Manage pests, diseases, and weeds by hand-weeding and fostering a diversity of species.
Use intercropping and cover cropping.
Enhance beneficial insects by planting flowers.
Recycle nutrients by composting all residues.
Minimize disturbance by using no-till methods and hand-watering.
Adjust to Local Environments
A seasonal calendar suited to the local environment is used. Varieties are chosen when suited to the climate. Greenhouse and cold frames are used when necessary (e.g. for some rare/medicinal plants/eg.Curcuma,Zingiber or Turnips for early season).

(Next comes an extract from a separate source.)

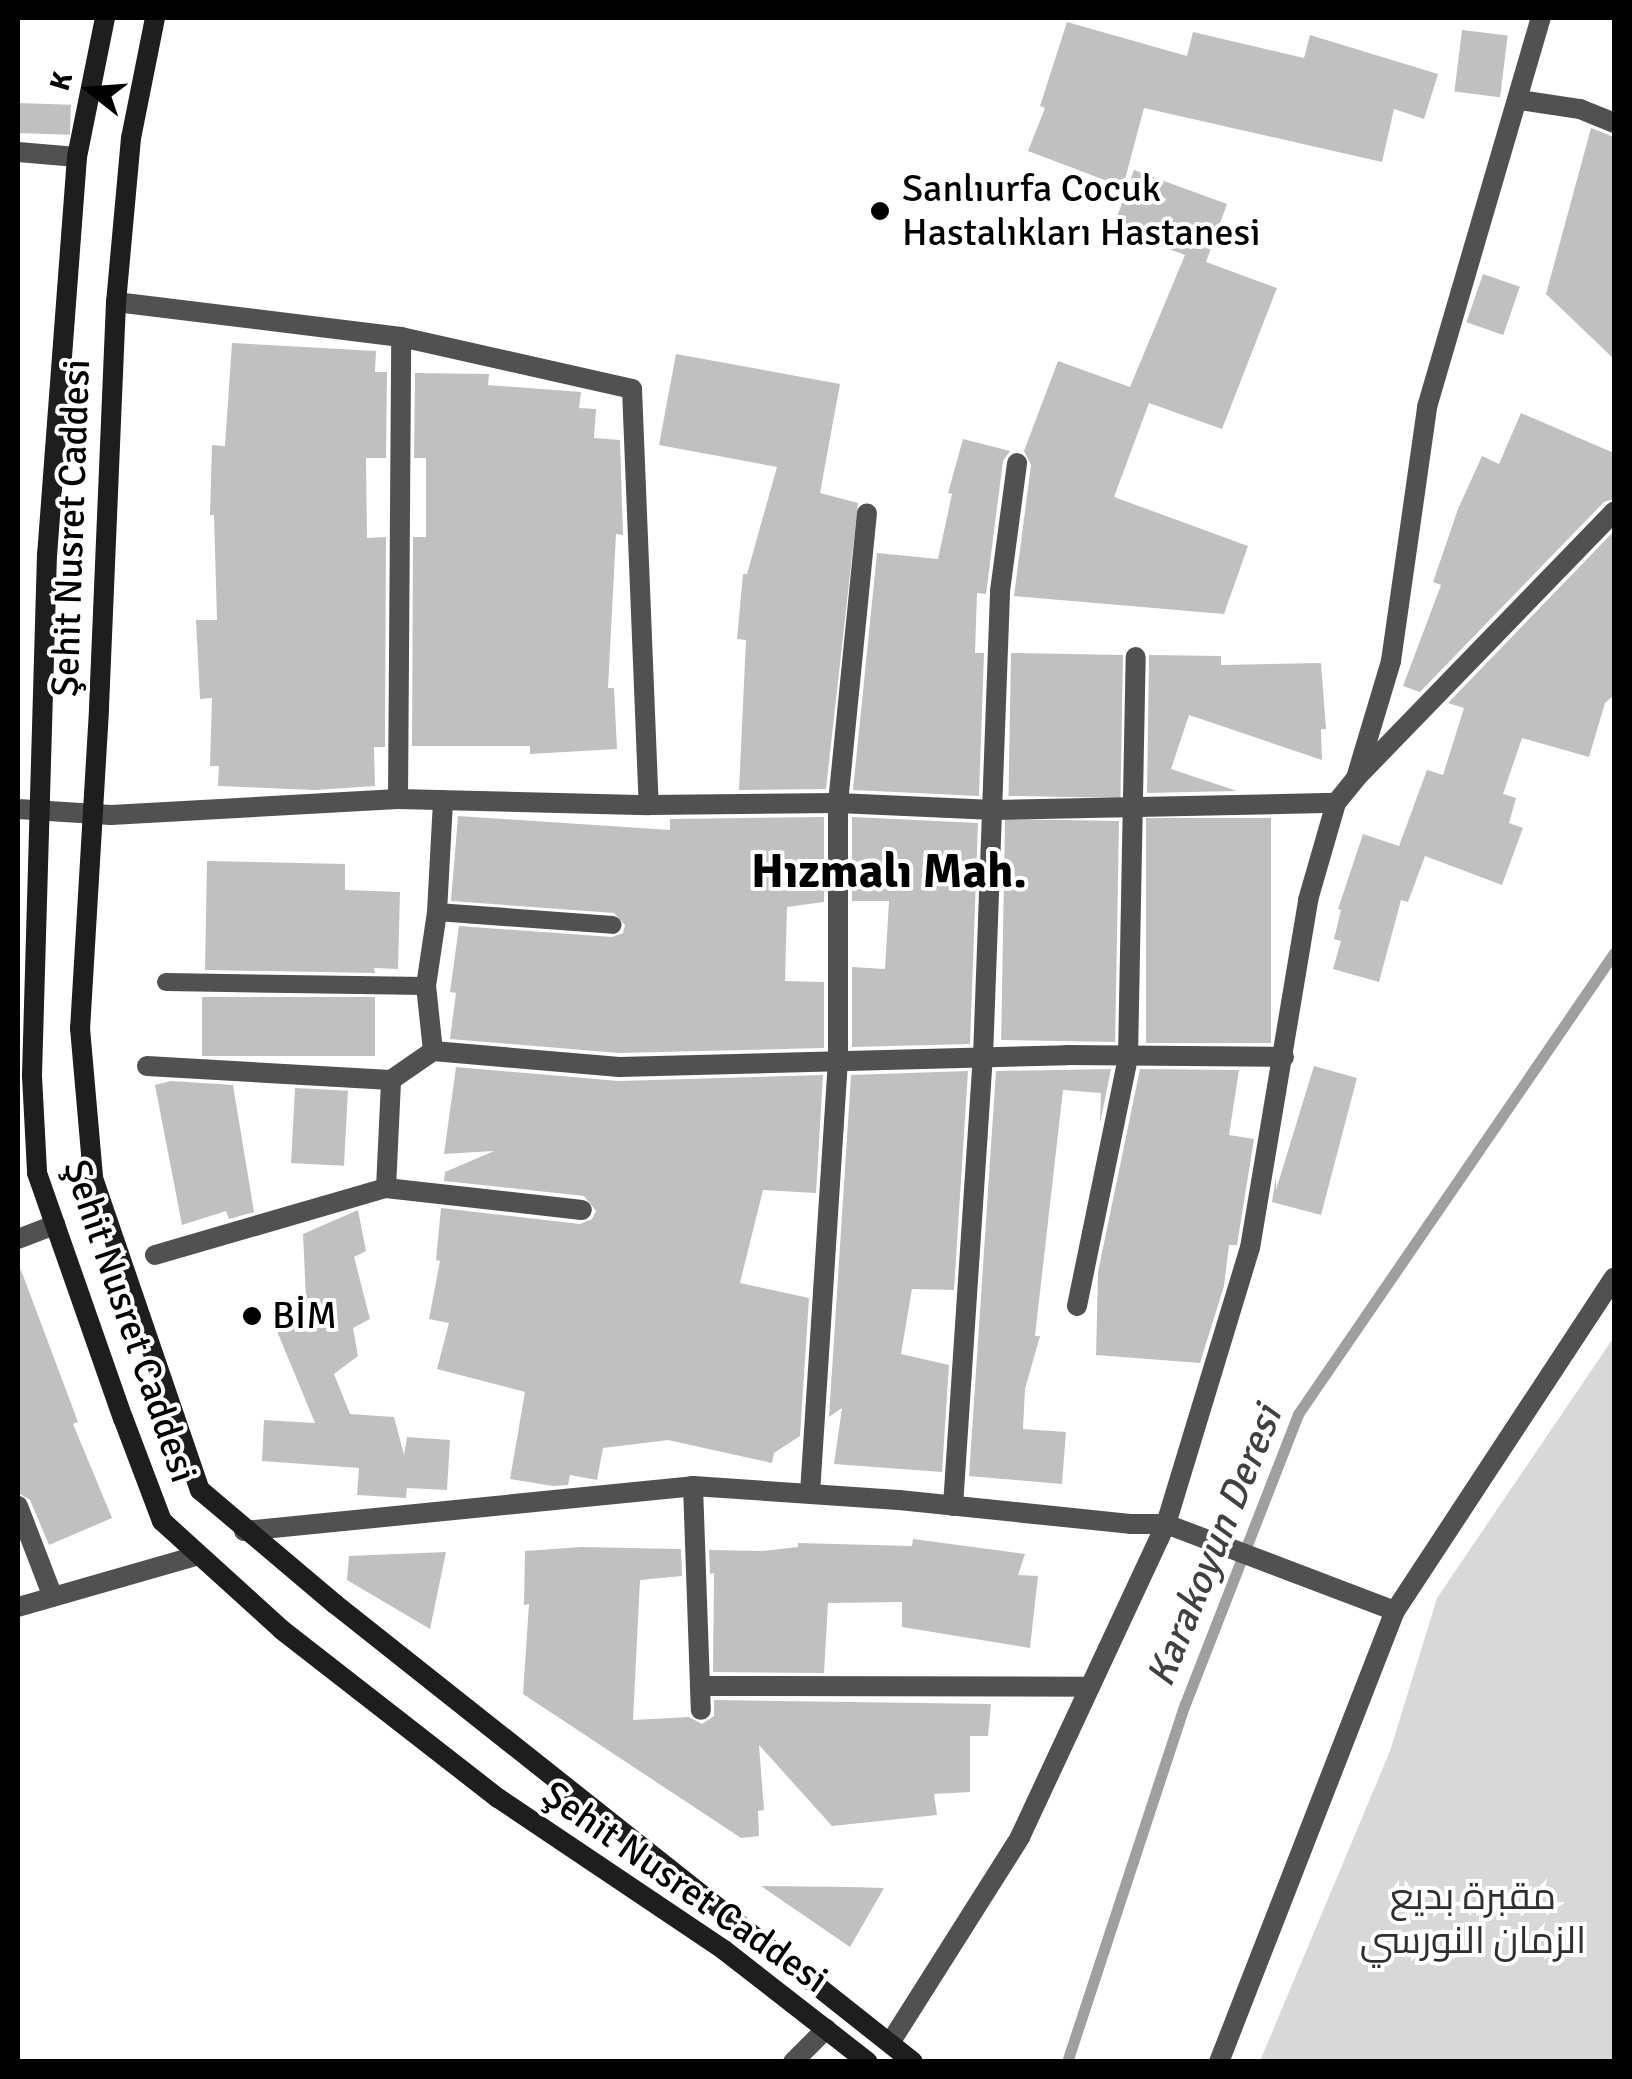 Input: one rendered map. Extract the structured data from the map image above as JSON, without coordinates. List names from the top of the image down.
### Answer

Biota is diversified by intercropping, crop rotations, and polycultures. Economics are diversified by selling dried herbs, and offering classes on biointensive methods and phytotherapy and phytopharmacology.
Principles of agroecology and biointensive methods are taught at the farm. Partnerships between the local community and the non-profit organization are encouraged.
Manage Whole Systems
Planning processes recognize the seasonal and climatalogical limitations of the landscape, and the needs of the farm and households in the community.
Maximize Long-Term Benefits
Long-term strategies are used when consulting a seasonal cropping calendar, and soil fertility is emphasized by planting certain crops specifically for composting.
Human health is valued by farming organically, providing healthy foods to the family. Cultural health is valued by recognizing the needs of the family, and the history of the land. Environmental health and plant health are valued by using all of the above principles to enhance sustainability.